E quanto à noção popular de que a distância e a localização não importam mais, ou, como disse Thomas Friedman,”O mundo é plano”? Embora concordemos com a ideia geral de que as fronteiras geográficas do comércio estão caindo e que a economia global está mais interligada do que nunca, as evidências sugerem que, quando se trata de conhecimento, a distância importa. Um trabalho empírico detalhado sobre fluxos de conhecimento entre inventores, feito por nosso colega da HBS, Lee Fleming, mostra que a proximidade é crucial. Um engenheiro no Vale do Silício, por exemplo, tem mais chances de trocar ideias com outros engenheiros no Vale do Silício do que com engenheiros em Boston. Quando você pensa sobre isso, isso não é surpreendente, visto que muito conhecimento técnico, mesmo em ciências exatas, é altamente tácito e, portanto, transmitido de forma muito mais eficaz face a face. Outros estudos mostram que a principal forma pela qual o conhecimento se espalha de empresa para empresa é quando as pessoas trocam de emprego. E mesmo na sociedade relativamente móvel dos Estados Unidos, verifica-se que a grande maioria das pessoas que procuram emprego é local.

Isso ajuda a explicar por que os bens comuns persistem em locais específicos em uma época em que grandes quantidades de dados científicos podem ser acessadas facilmente de qualquer lugar. Por exemplo, mesmo que praticamente todos os dados brutos doProjeto Genoma Humano, o esforço de mais de uma década para mapear o genoma humano, está disponível eletronicamente em todo o mundo. A pesquisa sobre medicamentos que ela gerou está fortemente concentrada nas áreas de Boston, San Diego e São Francisco.

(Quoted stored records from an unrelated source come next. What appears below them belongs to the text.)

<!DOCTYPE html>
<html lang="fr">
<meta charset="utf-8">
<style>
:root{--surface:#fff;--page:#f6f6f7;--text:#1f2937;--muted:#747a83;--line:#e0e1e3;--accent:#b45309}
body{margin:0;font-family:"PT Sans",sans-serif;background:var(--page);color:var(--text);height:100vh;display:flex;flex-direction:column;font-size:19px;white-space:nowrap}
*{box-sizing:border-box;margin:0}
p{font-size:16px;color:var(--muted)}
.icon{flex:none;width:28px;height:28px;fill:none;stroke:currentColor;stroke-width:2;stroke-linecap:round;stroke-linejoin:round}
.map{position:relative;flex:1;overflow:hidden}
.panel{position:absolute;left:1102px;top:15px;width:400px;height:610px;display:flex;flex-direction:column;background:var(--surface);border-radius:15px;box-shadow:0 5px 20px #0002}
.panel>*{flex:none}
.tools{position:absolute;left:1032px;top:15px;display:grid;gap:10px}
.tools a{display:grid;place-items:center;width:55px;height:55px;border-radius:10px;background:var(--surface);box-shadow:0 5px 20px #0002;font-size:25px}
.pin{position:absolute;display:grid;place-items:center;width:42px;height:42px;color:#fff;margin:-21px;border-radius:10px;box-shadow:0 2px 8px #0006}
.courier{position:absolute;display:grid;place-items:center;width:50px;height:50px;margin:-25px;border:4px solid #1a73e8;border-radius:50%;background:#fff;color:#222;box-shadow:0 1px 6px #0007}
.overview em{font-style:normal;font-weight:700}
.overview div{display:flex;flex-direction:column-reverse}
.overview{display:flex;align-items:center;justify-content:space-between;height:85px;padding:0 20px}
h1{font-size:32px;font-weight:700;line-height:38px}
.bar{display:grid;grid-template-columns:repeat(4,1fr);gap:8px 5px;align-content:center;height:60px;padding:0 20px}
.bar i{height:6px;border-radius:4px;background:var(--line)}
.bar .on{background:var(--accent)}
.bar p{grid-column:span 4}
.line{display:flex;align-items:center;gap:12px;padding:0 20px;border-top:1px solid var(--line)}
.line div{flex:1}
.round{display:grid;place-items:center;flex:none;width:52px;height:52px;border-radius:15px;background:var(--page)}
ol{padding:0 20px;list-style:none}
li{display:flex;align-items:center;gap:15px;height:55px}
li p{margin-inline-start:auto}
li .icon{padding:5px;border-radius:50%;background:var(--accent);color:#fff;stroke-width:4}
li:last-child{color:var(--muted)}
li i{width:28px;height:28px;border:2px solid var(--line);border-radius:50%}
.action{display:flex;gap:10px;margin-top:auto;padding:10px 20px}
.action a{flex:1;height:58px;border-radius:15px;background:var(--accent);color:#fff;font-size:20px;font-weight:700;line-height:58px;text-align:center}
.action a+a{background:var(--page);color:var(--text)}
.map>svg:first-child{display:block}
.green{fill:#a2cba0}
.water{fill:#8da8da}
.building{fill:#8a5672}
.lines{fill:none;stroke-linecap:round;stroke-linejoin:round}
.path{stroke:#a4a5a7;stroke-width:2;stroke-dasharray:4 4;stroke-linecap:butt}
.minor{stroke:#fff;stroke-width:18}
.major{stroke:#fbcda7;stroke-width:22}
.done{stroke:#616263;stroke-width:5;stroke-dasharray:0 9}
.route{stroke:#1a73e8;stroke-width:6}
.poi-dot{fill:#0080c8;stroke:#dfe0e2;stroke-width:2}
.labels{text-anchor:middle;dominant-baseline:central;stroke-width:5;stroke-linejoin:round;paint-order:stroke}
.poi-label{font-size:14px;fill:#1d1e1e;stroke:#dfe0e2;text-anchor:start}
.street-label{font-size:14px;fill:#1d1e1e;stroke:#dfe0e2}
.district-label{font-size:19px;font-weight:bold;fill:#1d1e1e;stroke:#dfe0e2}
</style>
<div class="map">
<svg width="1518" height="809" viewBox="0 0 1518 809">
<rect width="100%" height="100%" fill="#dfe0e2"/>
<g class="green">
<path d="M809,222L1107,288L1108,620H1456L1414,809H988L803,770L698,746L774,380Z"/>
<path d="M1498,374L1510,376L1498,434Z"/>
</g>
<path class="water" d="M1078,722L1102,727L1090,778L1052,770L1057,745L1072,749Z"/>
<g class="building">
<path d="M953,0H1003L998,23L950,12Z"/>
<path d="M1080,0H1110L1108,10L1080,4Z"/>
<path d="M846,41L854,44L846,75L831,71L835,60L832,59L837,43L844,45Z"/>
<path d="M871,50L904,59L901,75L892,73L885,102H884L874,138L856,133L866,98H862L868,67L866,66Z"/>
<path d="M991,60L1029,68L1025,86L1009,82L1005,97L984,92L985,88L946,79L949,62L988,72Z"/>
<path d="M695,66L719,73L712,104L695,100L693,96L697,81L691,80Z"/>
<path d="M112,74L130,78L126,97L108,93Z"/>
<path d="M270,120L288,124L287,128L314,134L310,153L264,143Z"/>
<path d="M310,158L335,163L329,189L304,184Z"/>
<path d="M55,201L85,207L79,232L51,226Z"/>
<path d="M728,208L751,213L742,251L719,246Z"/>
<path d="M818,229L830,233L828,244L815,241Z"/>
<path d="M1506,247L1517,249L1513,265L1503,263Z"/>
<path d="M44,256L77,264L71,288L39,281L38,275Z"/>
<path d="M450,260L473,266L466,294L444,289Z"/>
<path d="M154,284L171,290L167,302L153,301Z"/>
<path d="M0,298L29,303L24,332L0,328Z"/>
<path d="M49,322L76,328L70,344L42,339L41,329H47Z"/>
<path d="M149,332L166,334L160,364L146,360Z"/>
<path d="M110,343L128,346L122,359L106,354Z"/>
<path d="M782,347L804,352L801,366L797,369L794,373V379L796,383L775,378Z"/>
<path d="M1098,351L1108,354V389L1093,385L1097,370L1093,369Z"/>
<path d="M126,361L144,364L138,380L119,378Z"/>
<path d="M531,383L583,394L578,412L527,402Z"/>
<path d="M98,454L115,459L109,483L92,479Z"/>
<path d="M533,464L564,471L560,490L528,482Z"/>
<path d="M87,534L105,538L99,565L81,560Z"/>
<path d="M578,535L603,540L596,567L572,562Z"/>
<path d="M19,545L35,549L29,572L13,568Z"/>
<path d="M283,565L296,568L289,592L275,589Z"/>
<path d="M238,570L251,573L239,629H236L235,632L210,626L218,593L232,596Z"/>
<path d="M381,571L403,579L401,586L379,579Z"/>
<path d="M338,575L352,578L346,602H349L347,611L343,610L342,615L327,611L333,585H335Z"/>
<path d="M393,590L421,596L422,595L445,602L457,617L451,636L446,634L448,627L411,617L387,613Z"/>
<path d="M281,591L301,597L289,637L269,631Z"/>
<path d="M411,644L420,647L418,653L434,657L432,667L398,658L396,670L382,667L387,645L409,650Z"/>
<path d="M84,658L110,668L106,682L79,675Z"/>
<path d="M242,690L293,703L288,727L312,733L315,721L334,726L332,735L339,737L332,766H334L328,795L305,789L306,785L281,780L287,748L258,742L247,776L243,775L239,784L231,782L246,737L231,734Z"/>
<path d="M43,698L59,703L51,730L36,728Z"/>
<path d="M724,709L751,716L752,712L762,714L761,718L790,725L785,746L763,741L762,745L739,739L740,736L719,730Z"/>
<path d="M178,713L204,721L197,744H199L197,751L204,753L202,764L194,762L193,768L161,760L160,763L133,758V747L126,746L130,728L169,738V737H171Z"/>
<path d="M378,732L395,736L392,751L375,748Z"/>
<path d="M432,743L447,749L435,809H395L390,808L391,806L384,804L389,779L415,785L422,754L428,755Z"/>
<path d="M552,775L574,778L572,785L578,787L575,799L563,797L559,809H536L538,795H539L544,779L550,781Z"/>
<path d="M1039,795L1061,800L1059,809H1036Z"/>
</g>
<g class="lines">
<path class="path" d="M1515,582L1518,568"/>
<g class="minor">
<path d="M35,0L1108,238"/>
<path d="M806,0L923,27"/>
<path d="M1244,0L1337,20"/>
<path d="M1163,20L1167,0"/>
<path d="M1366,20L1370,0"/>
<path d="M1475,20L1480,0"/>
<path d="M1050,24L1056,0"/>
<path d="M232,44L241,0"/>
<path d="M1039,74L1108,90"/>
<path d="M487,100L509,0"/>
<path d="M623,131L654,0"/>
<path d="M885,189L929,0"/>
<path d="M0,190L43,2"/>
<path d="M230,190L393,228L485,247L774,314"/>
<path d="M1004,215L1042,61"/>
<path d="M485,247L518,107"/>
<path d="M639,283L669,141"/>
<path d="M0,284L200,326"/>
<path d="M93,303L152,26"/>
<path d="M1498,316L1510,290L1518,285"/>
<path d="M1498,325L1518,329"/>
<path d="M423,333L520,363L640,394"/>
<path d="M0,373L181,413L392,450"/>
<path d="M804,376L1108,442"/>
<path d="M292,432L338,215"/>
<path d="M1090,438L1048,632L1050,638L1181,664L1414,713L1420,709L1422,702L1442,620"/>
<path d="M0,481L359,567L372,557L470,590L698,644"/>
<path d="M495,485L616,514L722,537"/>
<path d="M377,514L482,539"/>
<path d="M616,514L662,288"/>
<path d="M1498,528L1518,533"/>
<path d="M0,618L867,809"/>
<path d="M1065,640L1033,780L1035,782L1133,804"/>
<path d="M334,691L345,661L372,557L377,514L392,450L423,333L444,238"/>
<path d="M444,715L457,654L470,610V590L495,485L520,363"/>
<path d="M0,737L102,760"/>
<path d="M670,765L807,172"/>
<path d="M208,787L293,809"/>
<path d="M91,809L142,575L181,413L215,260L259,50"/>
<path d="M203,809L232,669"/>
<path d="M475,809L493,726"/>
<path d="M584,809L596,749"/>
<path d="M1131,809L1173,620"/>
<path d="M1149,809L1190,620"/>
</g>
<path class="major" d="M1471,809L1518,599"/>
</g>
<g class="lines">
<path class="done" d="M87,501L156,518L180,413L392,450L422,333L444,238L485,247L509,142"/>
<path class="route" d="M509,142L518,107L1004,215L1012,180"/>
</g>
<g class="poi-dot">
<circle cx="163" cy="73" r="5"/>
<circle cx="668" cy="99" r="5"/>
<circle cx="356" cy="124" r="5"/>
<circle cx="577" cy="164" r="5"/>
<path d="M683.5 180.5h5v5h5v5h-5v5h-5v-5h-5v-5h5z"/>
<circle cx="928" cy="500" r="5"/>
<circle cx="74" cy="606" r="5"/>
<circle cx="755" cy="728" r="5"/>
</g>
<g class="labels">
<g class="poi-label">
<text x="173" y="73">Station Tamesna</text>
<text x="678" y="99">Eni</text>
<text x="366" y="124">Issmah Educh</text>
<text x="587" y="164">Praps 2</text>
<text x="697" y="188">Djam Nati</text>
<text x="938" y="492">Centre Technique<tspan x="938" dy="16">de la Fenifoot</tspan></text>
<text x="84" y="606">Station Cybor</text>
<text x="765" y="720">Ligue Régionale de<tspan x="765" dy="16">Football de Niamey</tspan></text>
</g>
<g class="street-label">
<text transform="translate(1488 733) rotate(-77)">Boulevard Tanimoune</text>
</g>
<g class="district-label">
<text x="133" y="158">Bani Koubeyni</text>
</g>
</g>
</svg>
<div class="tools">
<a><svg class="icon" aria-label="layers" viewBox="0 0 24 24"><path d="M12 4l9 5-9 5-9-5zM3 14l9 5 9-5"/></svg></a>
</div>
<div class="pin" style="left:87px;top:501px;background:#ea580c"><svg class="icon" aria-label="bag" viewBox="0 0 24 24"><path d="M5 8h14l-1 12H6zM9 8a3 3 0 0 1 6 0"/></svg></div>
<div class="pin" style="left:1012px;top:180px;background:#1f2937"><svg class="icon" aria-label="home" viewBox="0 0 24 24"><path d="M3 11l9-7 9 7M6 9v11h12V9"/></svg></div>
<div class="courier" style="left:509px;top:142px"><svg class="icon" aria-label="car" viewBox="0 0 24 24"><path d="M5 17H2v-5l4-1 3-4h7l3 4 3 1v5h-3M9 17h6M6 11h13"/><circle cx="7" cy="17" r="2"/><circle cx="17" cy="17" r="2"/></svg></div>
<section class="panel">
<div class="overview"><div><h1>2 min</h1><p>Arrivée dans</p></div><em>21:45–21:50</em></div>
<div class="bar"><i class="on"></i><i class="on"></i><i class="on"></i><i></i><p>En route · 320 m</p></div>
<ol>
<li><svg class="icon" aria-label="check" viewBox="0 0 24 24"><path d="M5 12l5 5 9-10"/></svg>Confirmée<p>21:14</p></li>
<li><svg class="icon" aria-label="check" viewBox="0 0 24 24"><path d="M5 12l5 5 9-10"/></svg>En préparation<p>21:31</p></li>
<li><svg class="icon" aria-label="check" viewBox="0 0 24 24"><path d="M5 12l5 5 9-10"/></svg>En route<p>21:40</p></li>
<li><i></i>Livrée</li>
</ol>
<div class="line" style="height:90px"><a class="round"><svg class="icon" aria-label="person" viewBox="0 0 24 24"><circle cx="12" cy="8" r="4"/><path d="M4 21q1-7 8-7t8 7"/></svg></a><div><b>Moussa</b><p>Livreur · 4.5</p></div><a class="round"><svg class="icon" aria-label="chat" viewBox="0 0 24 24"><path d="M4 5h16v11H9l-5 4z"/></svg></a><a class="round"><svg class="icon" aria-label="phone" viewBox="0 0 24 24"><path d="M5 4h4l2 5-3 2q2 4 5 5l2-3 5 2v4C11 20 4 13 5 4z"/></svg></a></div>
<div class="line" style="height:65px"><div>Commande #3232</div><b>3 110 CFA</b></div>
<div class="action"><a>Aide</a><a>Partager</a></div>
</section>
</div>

Depois que um patrimônio industrial se enraíza em uma região, um poderoso ciclo virtuoso alimenta seu crescimento. Os especialistas se reúnem lá porque é aí que estão os empregos e as redes de conhecimento. As empresas fazem o mesmo para aproveitar o pool de talentos, acompanhar os avanços e estar perto de fornecedores e parceiros em potencial. A gigante farmacêutica suíça Novartis, por exemplo, optou por mudar sua sede de pesquisa de Basileia, Suíça, para Cambridge, Massachusetts, para ficar perto de universidades e institutos de pesquisa que são líderes globais em biociências e das centenas de empresas de biotecnologia que já estão na área. E sua presença, por sua vez, aumentou a atração da área de Boston sobre ainda mais empresas e indivíduos. Essa dinâmica torna difícil para outras regiões que ainda não têm um vibrante patrimônio biotecnológico atrair empresas de biotecnologia, mesmo com incentivos generosos.

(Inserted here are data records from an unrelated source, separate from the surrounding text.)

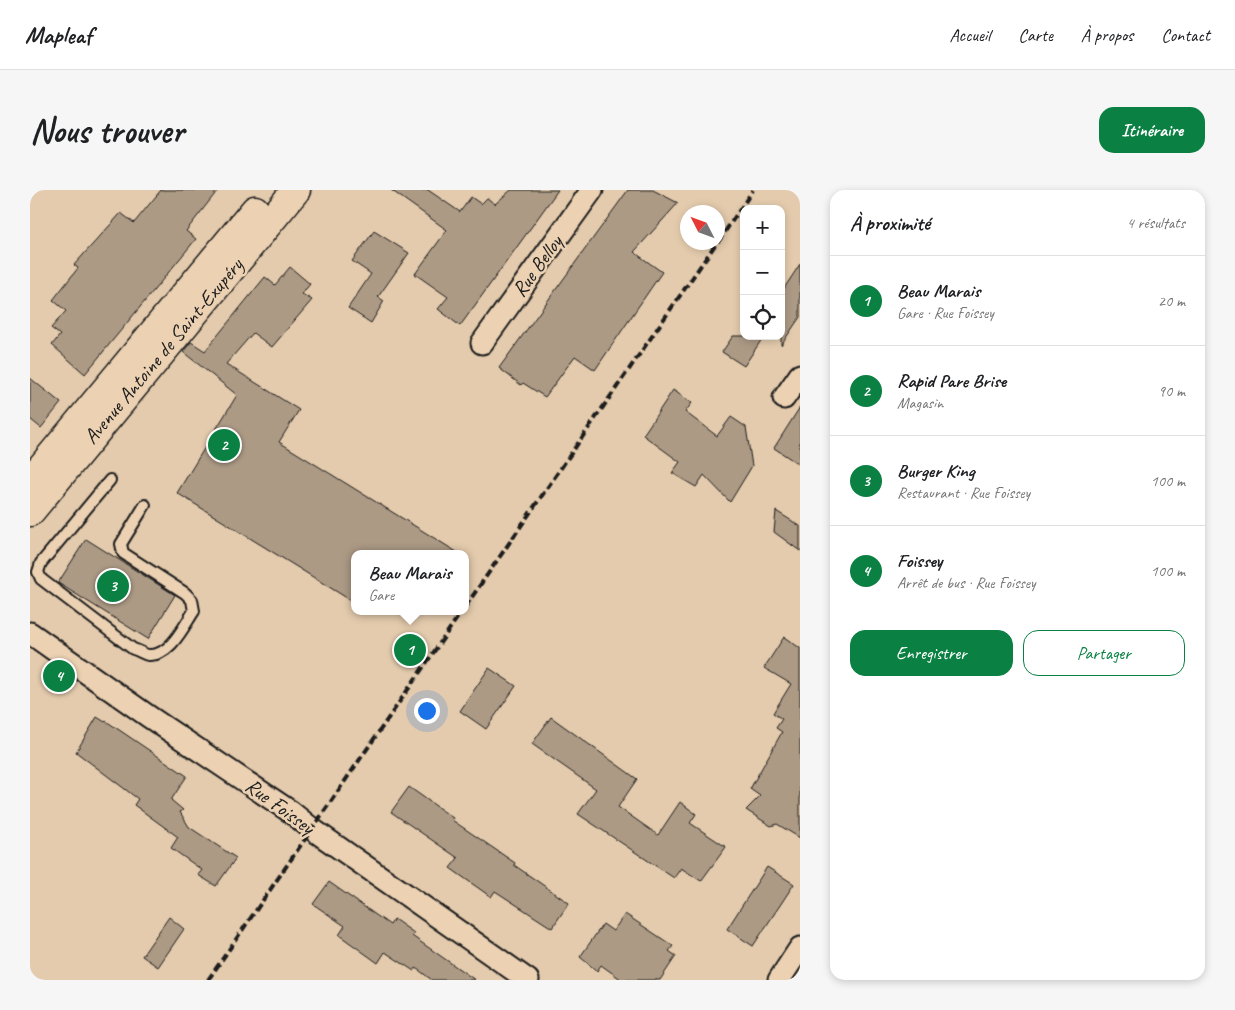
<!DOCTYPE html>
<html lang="fr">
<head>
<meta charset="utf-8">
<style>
	body { margin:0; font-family:Caveat,sans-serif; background:#f6f6f6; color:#202124 }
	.controls { position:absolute; right:15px; top:15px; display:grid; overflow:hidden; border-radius:10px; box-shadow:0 2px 8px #0003 }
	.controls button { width:45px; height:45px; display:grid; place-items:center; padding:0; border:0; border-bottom:1px solid #e0e0e0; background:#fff; color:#202124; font:25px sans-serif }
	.compass { position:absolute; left:650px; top:15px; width:45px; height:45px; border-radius:50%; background:#fff; box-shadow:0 2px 8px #0003; rotate:312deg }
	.you { position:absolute; left:396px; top:520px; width:18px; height:18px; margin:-12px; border:4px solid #fff; border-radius:50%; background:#1a73e8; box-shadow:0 0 0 8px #1a73e833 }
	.badge { display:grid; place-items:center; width:32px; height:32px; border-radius:50%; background:#0b8043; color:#fff; font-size:16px; font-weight:700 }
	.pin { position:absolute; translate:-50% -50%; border:2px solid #fff; box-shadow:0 1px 5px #0006 }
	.popup { position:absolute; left:321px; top:360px; width:118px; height:65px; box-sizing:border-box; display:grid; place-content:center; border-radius:10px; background:#fff; filter:drop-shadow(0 1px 4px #0005); font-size:16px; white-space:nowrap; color:#757577 }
	.popup b { font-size:19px; color:#202124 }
	.popup::after { content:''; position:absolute; left:50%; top:100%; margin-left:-10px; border:10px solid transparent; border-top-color:#fff }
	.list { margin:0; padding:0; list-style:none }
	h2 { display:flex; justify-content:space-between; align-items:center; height:65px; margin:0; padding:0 20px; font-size:21px }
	h2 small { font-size:16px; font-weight:400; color:#757577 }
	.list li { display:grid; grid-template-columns:32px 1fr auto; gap:15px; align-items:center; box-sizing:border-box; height:90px; padding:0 20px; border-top:1px solid #e0e0e0 }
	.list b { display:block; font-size:19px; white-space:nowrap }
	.list p { margin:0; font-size:16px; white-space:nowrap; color:#757577 }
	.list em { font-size:16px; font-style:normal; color:#757577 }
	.actions { display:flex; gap:10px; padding:15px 20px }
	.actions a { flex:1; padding:11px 0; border:1px solid #0b8043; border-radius:15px; text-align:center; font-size:18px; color:#0b8043 }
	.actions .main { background:#0b8043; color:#fff }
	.icon { flex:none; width:28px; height:28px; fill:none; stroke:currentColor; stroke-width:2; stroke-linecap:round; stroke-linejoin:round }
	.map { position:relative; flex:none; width:770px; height:790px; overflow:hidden; border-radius:15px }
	header { display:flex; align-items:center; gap:30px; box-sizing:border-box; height:70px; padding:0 25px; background:#fff; border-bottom:1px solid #e0e0e0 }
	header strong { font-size:24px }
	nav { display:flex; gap:28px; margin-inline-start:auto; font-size:18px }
	.intro { display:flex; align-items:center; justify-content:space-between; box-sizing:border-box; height:120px; padding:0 30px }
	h1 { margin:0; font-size:35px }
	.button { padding:12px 22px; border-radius:15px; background:#0b8043; color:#fff; font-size:18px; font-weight:700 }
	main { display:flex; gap:30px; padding:0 30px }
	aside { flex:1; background:#fff; border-radius:15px; box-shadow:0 2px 8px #0003 }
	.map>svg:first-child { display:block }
	.building { fill:#ac9a85; stroke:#1c1c1c }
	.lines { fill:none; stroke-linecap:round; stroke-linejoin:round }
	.service-casing { stroke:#1c1c1c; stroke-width:14 }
	.minor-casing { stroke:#1c1c1c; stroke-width:25 }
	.secondary-casing { stroke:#1c1c1c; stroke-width:31 }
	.service { stroke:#ecd2b3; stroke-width:10 }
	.minor { stroke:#ecd2b3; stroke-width:21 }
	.secondary { stroke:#ecd2b3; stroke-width:28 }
	.rail { stroke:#1c1c1c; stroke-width:4; stroke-dasharray:8 4; stroke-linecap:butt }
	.labels { text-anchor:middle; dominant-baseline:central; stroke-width:5; stroke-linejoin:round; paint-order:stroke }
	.street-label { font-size:21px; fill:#1c1c1c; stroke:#ecd2b3 }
</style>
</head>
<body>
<header>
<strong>Mapleaf</strong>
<nav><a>Accueil</a><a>Carte</a><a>À propos</a><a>Contact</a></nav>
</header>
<div class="intro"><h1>Nous trouver</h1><a class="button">Itinéraire</a></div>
<main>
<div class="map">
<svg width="770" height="790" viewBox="0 0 770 790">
	<rect width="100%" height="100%" fill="#e4cbad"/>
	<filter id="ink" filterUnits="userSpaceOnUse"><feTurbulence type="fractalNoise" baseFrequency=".02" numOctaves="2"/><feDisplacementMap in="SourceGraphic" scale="10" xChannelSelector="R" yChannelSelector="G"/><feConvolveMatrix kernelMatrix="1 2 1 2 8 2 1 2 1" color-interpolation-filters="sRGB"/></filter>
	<g filter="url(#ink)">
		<g class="building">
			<polygon points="131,0 188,0 156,41 166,49 55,184 22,155 30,145 21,138 36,121 23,110 48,78 44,75 91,23 104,33"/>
			<polygon points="361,0 398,0 430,22 441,7 451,14 457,8 465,14 481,0 528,0 430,136 408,119 418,107 385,84 417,40"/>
			<polygon points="598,0 623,0 648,13 604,62 632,82 565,180 545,166 515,207 493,193 491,195 469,178"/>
			<polygon points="344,41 379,63 348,107 354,111 341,133 318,118 341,84 322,71"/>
			<polygon points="770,74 770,127 751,155 751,103"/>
			<polygon points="260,77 280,94 272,104 282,110 242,157 223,143 196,174 269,220 249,252 430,364 325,364 325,413 147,303 207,205 153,162 161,152 175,161 235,87 245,95"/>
			<polygon points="703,146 734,146 714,176 692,162"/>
			<polygon points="0,188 31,213 11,238 0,229"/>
			<polygon points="643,200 662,213 655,222 687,246 701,227 716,237 722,276 700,312 674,285 666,297 642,283 650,272 613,245"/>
			<polygon points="770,217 770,275 744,258"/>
			<polygon points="746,321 770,336 770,361 744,342"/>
			<polygon points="56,349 145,405 118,449 28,393"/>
			<polygon points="754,447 770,458 770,648 747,634 741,636 716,620 730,606 720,599 752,542 746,538 752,529 743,523 761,494 734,478"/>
			<polygon points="459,478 486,496 456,539 430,521"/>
			<polygon points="67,527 75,532 76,531 157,586 141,610 153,620 150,622 159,637 206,668 186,696 168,685 172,680 141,658 148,647 104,615 108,609 46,562"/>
			<polygon points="521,527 607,589 588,617 628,645 650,612 666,624 660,633 696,657 671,691 651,678 644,688 548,624 566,599 502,554"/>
			<polygon points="379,597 423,628 422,630 485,673 484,675 539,713 522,738 465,701 461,707 420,678 428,668 361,622"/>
			<polygon points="737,677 764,694 723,756 697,739"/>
			<polygon points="299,692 360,735 364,729 384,743 382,746 445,790 402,790 386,778 384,781 355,762 348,773 309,745 315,736 283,714"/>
			<polygon points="595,724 643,756 639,761 646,766 630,790 592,790 571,775 567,781 550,767 573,734 583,741"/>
			<polygon points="139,727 154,739 128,777 112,766"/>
		</g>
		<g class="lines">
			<g class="service-casing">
				<path id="service" d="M 80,290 L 11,373 L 8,382 L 11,389 L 103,459 C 108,460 113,464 118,465 C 140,467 154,436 164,421 L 162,410 L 155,403 L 93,363 L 91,354 L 115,315"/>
			</g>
			<g class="minor-casing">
				<g id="minor">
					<polyline points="452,153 562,0"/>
					<polyline points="754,208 770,185"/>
					<polyline points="0,443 118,526 261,622 282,639 498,790"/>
					<polyline points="749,790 770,758"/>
				</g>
			</g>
			<g class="secondary-casing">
				<g id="secondary">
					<polyline points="0,291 225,20"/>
					<polyline points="0,322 266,0"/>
				</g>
			</g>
			<use href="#service" class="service"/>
			<use href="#minor" class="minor"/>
			<use href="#secondary" class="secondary"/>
			<g class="rail">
				<polyline points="688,52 723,0"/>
				<polyline points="435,417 687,52"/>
				<polyline points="178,790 432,421"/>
			</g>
		</g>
	</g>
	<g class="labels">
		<g class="street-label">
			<text transform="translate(507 76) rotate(-54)">Rue Belloy</text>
			<text transform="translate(133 161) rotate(-50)">Avenue Antoine de Saint-Exupéry</text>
			<text transform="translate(250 616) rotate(36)">Rue Foissey</text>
		</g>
	</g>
</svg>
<div class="controls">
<button>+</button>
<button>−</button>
<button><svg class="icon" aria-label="locate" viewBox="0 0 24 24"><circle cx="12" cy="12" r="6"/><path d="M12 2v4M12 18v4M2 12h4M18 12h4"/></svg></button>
</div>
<svg class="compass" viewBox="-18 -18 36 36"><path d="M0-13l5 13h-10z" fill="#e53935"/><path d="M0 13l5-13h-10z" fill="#757577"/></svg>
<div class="you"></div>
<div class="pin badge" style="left:380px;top:460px">1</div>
<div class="popup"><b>Beau Marais</b>Gare</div>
<div class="pin badge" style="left:194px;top:255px">2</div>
<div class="pin badge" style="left:83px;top:396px">3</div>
<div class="pin badge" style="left:29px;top:486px">4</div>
</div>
<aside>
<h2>À proximité<small>4 résultats</small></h2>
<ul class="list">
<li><span class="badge">1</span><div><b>Beau Marais</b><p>Gare · Rue Foissey</p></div><em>20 m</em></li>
<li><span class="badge">2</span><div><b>Rapid Pare Brise</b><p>Magasin</p></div><em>90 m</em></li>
<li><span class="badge">3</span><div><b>Burger King</b><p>Restaurant · Rue Foissey</p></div><em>100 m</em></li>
<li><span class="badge">4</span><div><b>Foissey</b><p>Arrêt de bus · Rue Foissey</p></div><em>100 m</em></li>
</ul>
<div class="actions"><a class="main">Enregistrer</a><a>Partager</a></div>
</aside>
</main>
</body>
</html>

Nossa pesquisa sobre as indústrias de semicondutores, eletrônicos, farmacêuticos e de biotecnologia descobriu que os bens comuns são ainda mais importantes para a prosperidade de países e empresas do que geralmente se acredita. Isso porque a inovação em um negócio pode gerar indústrias totalmente novas.

Um exemplo histórico é o nascimento da indústria farmacêutica moderna. Tudo começou no final do século XIX na Suíça e na Alemanha porque os primeiros medicamentos eram baseados na química de corantes sintéticos e os dois países abrigavam grandes empresas químicas com fortes laboratórios de pesquisa e profundo conhecimento técnico na produção de corantes sintéticos.

Um exemplo atual é a indústria de painéis solares, que está crescendo em países asiáticos como Índia, Japão, Taiwan, Coréia e especialmente na China. A Índia deve sua posição à Moser Baer, fabricante líder de mídia de armazenamento óptico, que usou seus recursos de revestimento e fabricação de películas finas para passar para painéis solares. Os sucessos da China, do Japão, de Taiwan e da Coreia decorrem, pelo menos em parte, de sua profunda experiência no processamento de silício cristalino ultrapuro em pastilhas e na aplicação de filmes finos de silício em grandes chapas de vidro — capacidades desenvolvidas por suas fundições de semicondutores e fabricantes de telas planas. (A China tem outra vantagem: é a base de produção de componentes comuns, como semicondutores de potência, controladores e caixas, necessários para produzir painéis completos.)

Embora os EUA ainda produzam cerca de 14% das células fotovoltaicas do mundo, eles não são mais um participante significativo nos painéis solares à base de silício cristalino, a tecnologia predominante. Alguns fabricantes dos EUA, como a First Solar, com sede em Tempe, Arizona, estão tentando se tornar participantes da energia solar de película fina, a mais nova tecnologia. Mas o declínio da infraestrutura doméstica na deposição de películas finas e na fabricação de eletrônicos os coloca em uma grande desvantagem.

Erosão dos Comuns

Quando um importante participante de um setor terceiriza uma atividade, corta o financiamento para pesquisas de longo prazo e obtém uma vantagem de custo de curto prazo, a pressão competitiva geralmente força os rivais a seguirem o exemplo. À medida que as oportunidades potenciais de emprego diminuem, pessoas experientes mudam de emprego, saem da região e os estudantes evitam entrar no campo. Eventualmente, os bens comuns perdem uma massa crítica de trabalho, habilidades e conhecimento científico e não podem mais apoiar os provedores de atividades a montante e a jusante, que, por sua vez, também são forçados a se afastar. Foi o que aconteceu com os bens comuns industriais que atendem a vários setores de alta tecnologia nos Estados Unidos.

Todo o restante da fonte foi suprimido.